• **ACTIVITY**: Report, as a bare number, how many lines of the entries below contain "canvas".

[Collected data entries]

-------

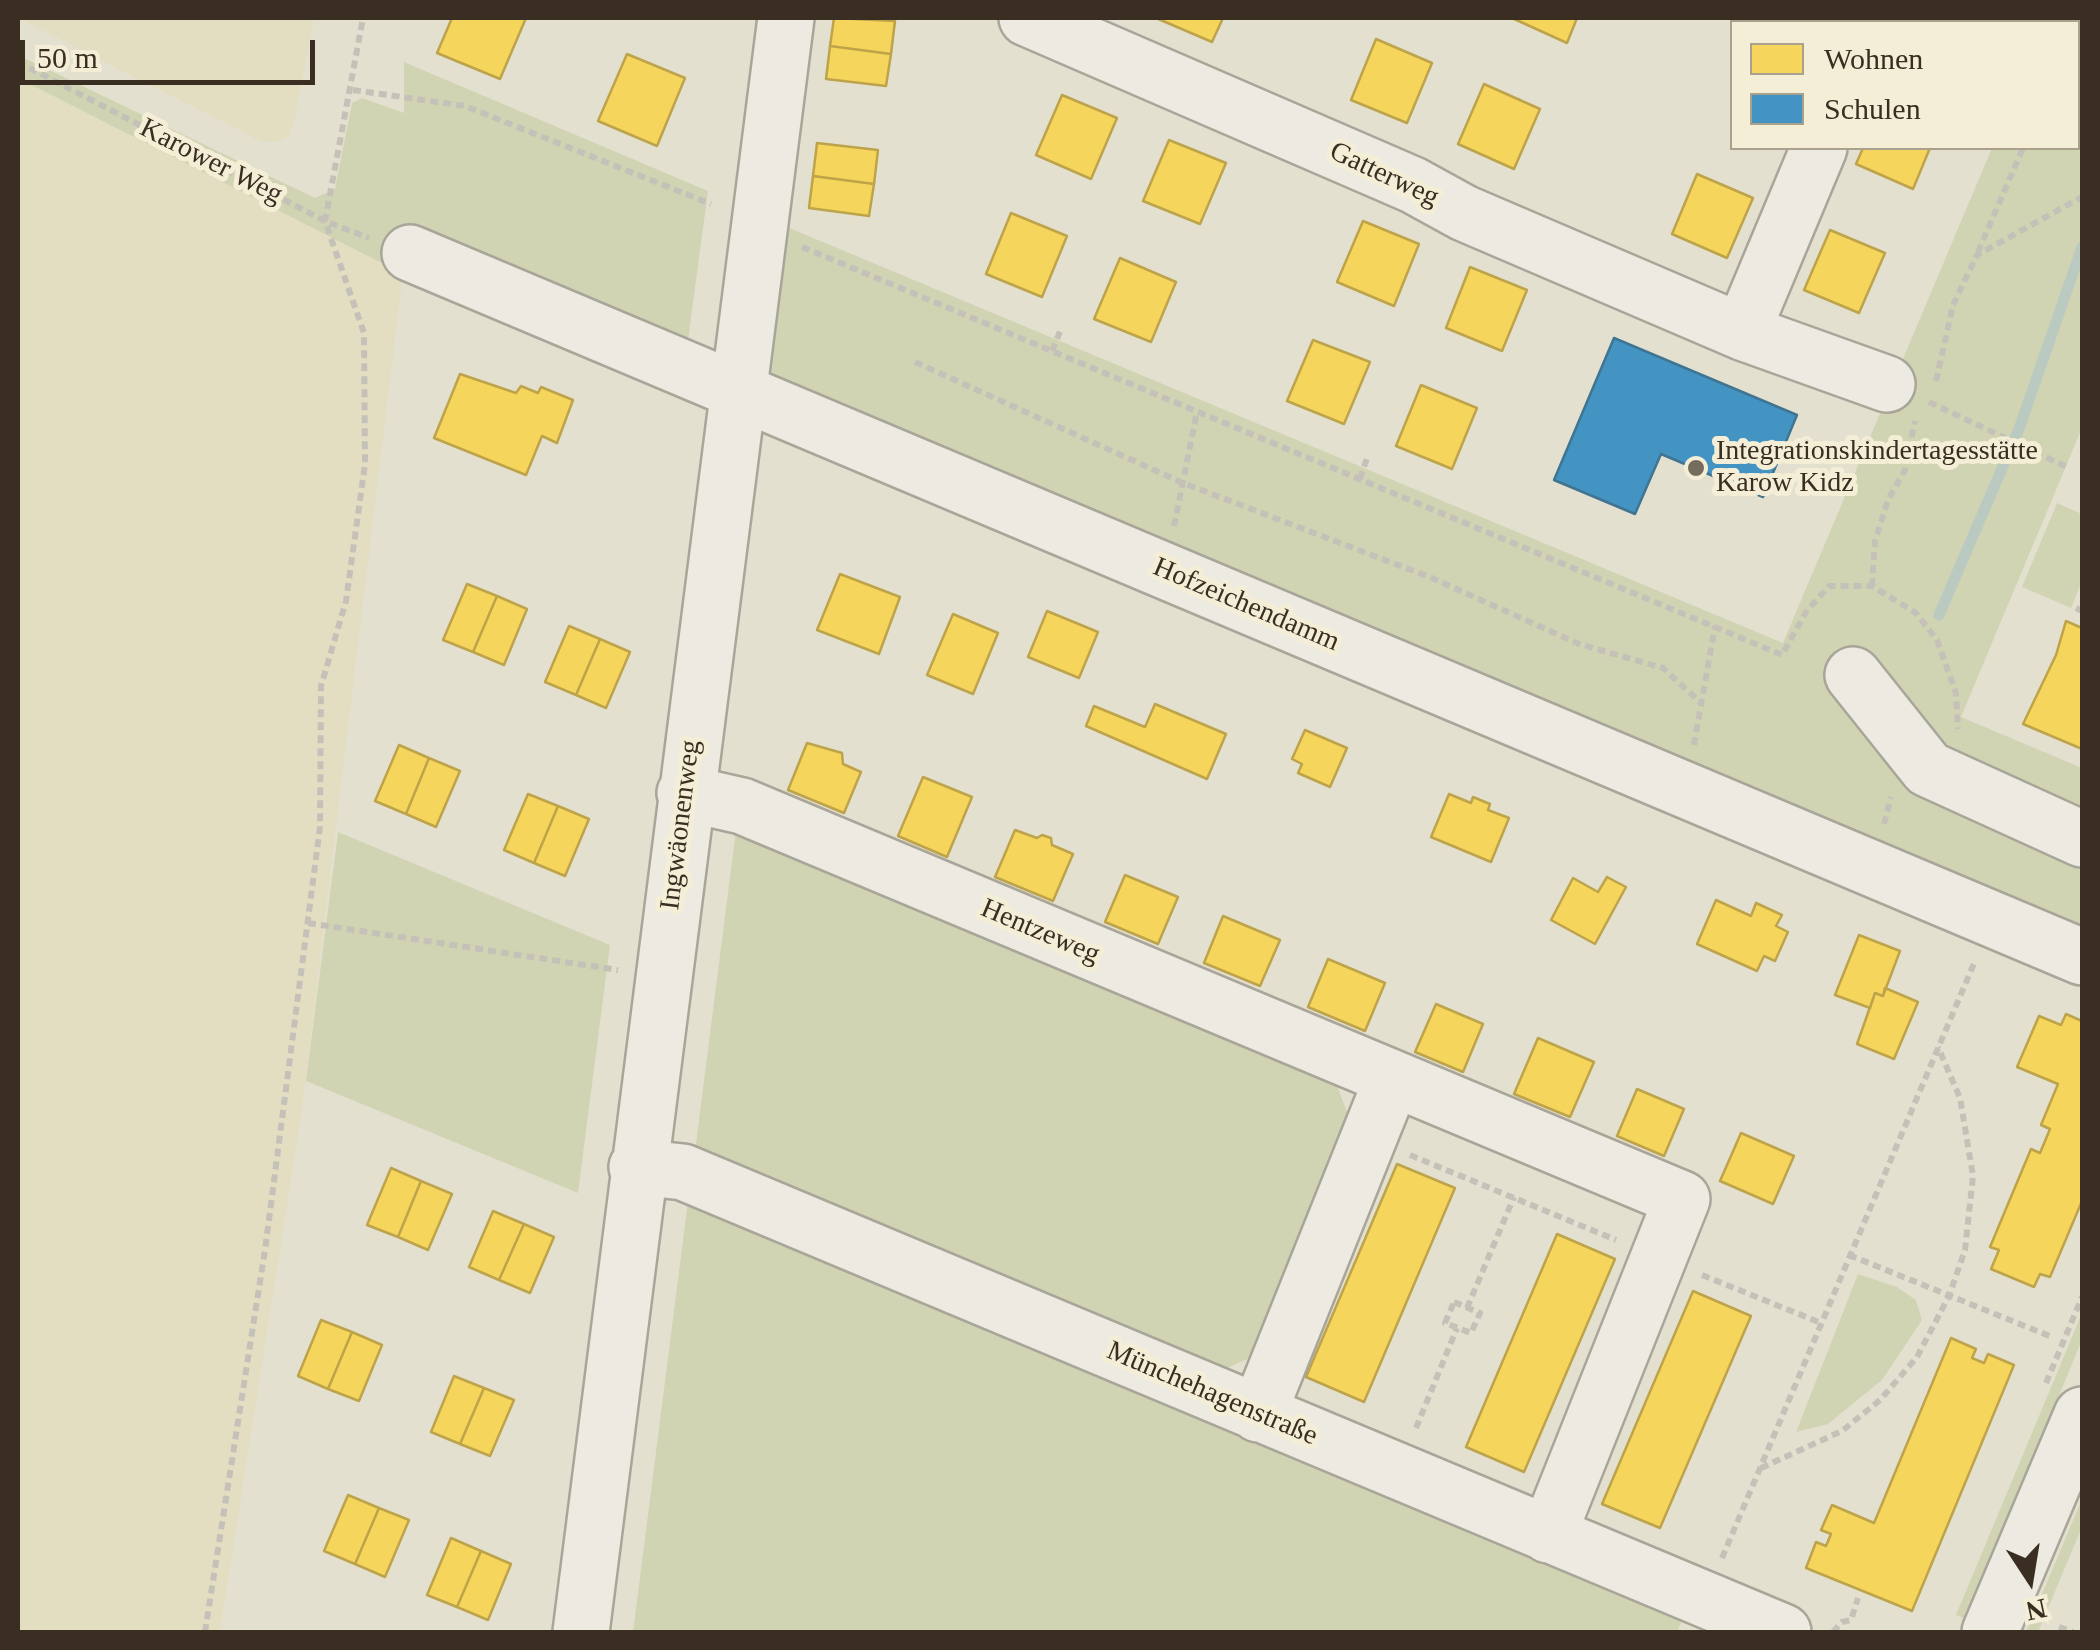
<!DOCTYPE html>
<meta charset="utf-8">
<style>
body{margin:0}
#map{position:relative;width:2100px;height:1650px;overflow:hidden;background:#e4e0d0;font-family:Georgia,serif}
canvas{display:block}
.frame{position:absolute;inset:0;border:20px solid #392e21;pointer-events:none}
.legend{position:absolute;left:1730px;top:20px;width:350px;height:130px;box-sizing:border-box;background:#f4eed7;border:2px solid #a9a18e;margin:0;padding:12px 18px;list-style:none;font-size:30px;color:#392e21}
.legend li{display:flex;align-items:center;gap:20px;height:50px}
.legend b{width:50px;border:2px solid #a9a18e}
.north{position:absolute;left:1980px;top:1530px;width:100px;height:100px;-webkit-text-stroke:8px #f4eed7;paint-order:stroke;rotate:168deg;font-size:28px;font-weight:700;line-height:40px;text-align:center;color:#392e21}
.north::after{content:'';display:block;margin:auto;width:35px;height:45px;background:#392e21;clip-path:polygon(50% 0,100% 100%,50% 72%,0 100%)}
.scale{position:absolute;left:20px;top:40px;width:295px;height:45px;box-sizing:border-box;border:5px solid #392e21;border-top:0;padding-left:12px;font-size:30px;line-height:35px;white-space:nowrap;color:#392e21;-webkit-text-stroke:8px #f4eed7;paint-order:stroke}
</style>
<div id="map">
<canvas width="2100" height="1650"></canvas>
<div class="frame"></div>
<ul class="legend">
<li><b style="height:28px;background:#f6d55c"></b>Wohnen</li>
<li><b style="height:28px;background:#4393c3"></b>Schulen</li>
</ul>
<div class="north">N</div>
<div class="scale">50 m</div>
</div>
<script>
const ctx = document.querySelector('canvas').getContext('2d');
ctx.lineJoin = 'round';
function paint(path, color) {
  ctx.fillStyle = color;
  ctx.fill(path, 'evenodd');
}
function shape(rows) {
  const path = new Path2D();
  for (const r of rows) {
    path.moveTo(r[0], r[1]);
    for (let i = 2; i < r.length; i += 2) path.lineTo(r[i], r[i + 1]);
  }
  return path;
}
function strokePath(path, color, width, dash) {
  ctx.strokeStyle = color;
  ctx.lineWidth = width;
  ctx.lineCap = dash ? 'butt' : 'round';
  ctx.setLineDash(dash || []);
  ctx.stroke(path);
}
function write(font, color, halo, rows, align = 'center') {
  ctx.font = font + ' Georgia,serif';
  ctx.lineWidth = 10;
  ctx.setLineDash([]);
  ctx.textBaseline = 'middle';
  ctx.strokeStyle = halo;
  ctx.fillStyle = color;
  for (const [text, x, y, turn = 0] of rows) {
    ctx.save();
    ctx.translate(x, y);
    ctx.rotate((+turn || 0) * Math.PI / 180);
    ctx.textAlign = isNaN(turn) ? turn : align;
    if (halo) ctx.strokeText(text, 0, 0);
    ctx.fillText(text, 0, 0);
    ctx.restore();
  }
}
paint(shape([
 [18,18,314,18,294,123,289,136,276,142,262,142],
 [18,78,403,274,301,1117,220,1632,18,1632]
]), '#e3dec2');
paint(shape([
 [2046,18,2082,18,2082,428,1961,717,2082,768,2082,935,766,381,787,227,1783,643,1992,148,2078,148,2078,22,2044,22],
 [18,55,315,198,335,189,352,103,362,98,404,113,404,62,708,191,687,348,402,227,403,274,18,78],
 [2057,503,2082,514,2082,581,2071,608,2022,587],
 [736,830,1336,1083,1350,1120,1251,1357,1212,1375,694,1159],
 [338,832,610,945,578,1193,306,1081],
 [688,1201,1683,1618,1677,1632,633,1632],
 [1858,1274,1897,1287,1916,1300,1922,1320,1882,1380,1828,1424,1796,1432],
 [2082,1313,2082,1340,1966,1619,1956,1615],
 [2082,1499,2082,1527,2038,1632,2026,1632]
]), '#d1d4b3');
const homes = shape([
 [452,18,526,18,500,79,437,53,452,18],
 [834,18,895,21,891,54,830,46,834,18],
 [1156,18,1223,18,1212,42,1156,18],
 [1512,18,1577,18,1567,43,1512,18],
 [1918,18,1984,18,1982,22,1916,22,1918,18],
 [1376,39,1432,63,1407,123,1351,100,1376,39],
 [830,46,891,54,886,86,826,79,830,46],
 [627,54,685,78,657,146,598,121,627,54],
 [1484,84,1540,109,1514,169,1458,144,1484,84],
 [1062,95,1117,118,1091,179,1036,155,1062,95],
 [1169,140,1226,163,1200,224,1143,201,1169,140],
 [817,143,878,150,874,184,813,176,817,143],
 [1863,148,1930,148,1913,189,1856,164,1863,148],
 [1697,174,1753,198,1727,258,1672,234,1697,174],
 [813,176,874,184,869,216,809,208,813,176],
 [1011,213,1067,236,1042,297,986,274,1011,213],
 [1363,221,1419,244,1394,306,1337,282,1363,221],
 [1830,230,1885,253,1859,313,1804,290,1830,230],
 [1120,258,1176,282,1151,342,1094,319,1120,258],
 [1470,267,1527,290,1502,351,1446,328,1470,267],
 [1313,340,1370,362,1344,424,1287,401,1313,340],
 [460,374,516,393,521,386,538,393,541,387,573,400,557,443,542,436,526,475,434,438,460,374],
 [1421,385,1477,408,1452,469,1396,446,1421,385],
 [840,574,900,597,879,654,817,630,840,574],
 [467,584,497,596,473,652,443,640,467,584],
 [497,596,527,609,504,665,473,652,497,596],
 [1047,611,1098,632,1079,678,1028,657,1047,611],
 [953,614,998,633,973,694,927,675,953,614],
 [2066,621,2082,628,2082,749,2023,724,2056,655,2066,621],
 [569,626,600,639,576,695,545,682,569,626],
 [600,639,630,652,606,708,576,695,600,639],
 [1155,704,1226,734,1207,779,1086,726,1094,706,1145,727,1155,704],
 [1305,730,1347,748,1330,787,1298,773,1302,764,1292,759,1305,730],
 [807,743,842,753,843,764,861,772,844,813,788,790,807,743],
 [399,745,429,758,406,814,375,801,399,745],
 [429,758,460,771,436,827,406,814,429,758],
 [923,777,972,797,947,857,898,836,923,777],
 [528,794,558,806,534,863,504,850,528,794],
 [1449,794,1471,803,1473,797,1490,804,1488,810,1509,818,1491,862,1431,837,1449,794],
 [558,806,589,819,565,876,534,863,558,806],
 [1015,830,1037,838,1042,835,1051,838,1052,845,1073,854,1053,901,995,877,1015,830],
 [1125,875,1178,897,1158,944,1105,922,1125,875],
 [1607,877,1626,887,1595,944,1551,920,1573,878,1598,892,1607,877],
 [1716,900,1751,916,1756,903,1782,915,1776,926,1788,932,1775,961,1764,956,1757,971,1697,944,1716,900],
 [1223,916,1280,940,1260,986,1204,963,1223,916],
 [1859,935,1900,951,1883,996,1875,993,1870,1008,1835,995,1859,935],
 [1328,959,1385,983,1365,1031,1308,1007,1328,959],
 [1885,988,1918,1002,1894,1059,1857,1044,1875,993,1883,996,1885,988],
 [1436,1004,1483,1024,1463,1072,1415,1052,1436,1004],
 [2066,1014,2082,1021,2082,1201,2050,1277,2040,1274,2034,1287,1991,1269,1999,1250,1990,1247,2031,1149,2040,1153,2050,1129,2041,1125,2058,1084,2017,1067,2039,1016,2061,1025,2066,1014],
 [1538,1038,1594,1062,1570,1117,1514,1094,1538,1038],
 [1637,1089,1684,1109,1664,1156,1617,1136,1637,1089],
 [1741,1133,1794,1156,1773,1204,1720,1181,1741,1133],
 [1397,1164,1455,1188,1364,1402,1306,1377,1397,1164],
 [391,1168,421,1181,398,1237,367,1225,391,1168],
 [421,1181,452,1194,428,1250,398,1237,421,1181],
 [493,1211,524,1224,499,1280,469,1267,493,1211],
 [524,1224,554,1237,530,1293,499,1280,524,1224],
 [1557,1234,1615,1259,1524,1472,1466,1447,1557,1234],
 [1693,1291,1751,1316,1660,1528,1602,1504,1693,1291],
 [321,1320,352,1332,328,1389,298,1376,321,1320],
 [352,1332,382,1345,359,1401,328,1389,352,1332],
 [1951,1338,1976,1349,1972,1358,1984,1363,1988,1354,2014,1365,1912,1611,1806,1568,1816,1542,1826,1546,1831,1534,1821,1530,1832,1505,1874,1523,1951,1338],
 [454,1376,484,1388,460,1444,431,1432,454,1376],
 [484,1388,514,1400,490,1456,460,1444,484,1388],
 [348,1495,379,1508,355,1564,324,1551,348,1495],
 [379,1508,409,1520,385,1577,355,1564,379,1508],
 [451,1538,481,1551,457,1607,427,1595,451,1538],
 [481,1551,511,1564,488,1620,457,1607,481,1551]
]);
paint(homes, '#f6d55c');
strokePath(homes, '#bda34a', 2.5);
const schools = shape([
 [1614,338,1797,415,1763,497,1661,454,1635,514,1554,480,1614,338]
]);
paint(schools, '#4393c3');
strokePath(schools, '#407592', 2.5);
strokePath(shape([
 [1939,615,2019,429,2082,247]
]), '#bbcac1', 11);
const minor = shape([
 [1027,18,1413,185,1464,213,1742,332,1887,384],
 [1872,22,1874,18],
 [410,253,2082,957],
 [1742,332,1819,148],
 [1853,675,1928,769,2082,839],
 [685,793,742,806,1682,1199,1548,1535],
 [637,1167,683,1172,1783,1632],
 [1258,1414,1392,1080],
 [581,1632,786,18],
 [1990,1632,2082,1415]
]);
strokePath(minor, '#aaa599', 60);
strokePath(shape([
 [2078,34,2082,32],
 [18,62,325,221,369,238],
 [353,90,465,106,711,204],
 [802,247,1782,655,1806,612,1829,586,1872,586,1916,613,1937,640,1956,693,1958,729],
 [1978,252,2023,148],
 [1052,351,1061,329],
 [915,362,1183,483,1432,578,1579,644,1663,668,1701,703],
 [1936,381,1953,305,1977,255,2082,197],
 [1929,402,2069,468],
 [1360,479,1368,455],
 [1174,526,1197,412],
 [1872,586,1875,541,1888,500,1905,470,1915,421],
 [2076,608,2082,611],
 [1694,745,1715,626],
 [1884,824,1891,797],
 [308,923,618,970],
 [1410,1155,1616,1240],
 [1849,1255,2052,1337],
 [1702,1275,1821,1323],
 [1454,1302,1480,1313,1471,1333,1445,1323,1454,1302],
 [1467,1308,1514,1197],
 [2046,1383,2082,1297],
 [1416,1428,1457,1328],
 [1761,1468,1842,1431,1880,1400,1917,1357,1949,1296,1965,1250,1973,1176,1960,1098,1938,1047],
 [1722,1558,1975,961],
 [2059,1627,2073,1632],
 [205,1632,265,1250,320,827,321,686,346,601,365,464,364,333,325,221,363,18],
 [1833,1632,1842,1622,1851,1620,1858,1598]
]), '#c5c1b8', 6, [8, 5]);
strokePath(minor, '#eceae1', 55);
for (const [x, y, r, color] of [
 [1696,468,10,"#756c5e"]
]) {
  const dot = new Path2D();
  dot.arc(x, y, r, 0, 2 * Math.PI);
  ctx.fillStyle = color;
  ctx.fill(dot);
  strokePath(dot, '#f4eed7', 4);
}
write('28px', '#392e21', '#f4eed7', [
 ["Karower Weg",211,162,27],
 ["Gatterweg",1384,175,25],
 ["Hofzeichendamm",1246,605,23],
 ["Ingwäonenweg",681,825,-83],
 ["Hentzeweg",1040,932,23],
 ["Münchehagenstraße",1212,1394,23]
]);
write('28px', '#392e21', '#f4eed7', [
 ["Integrationskindertagesstätte",1716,452],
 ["Karow Kidz",1716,484]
], 'left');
</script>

-------

• **ANSWER FOR THE TASK**: 3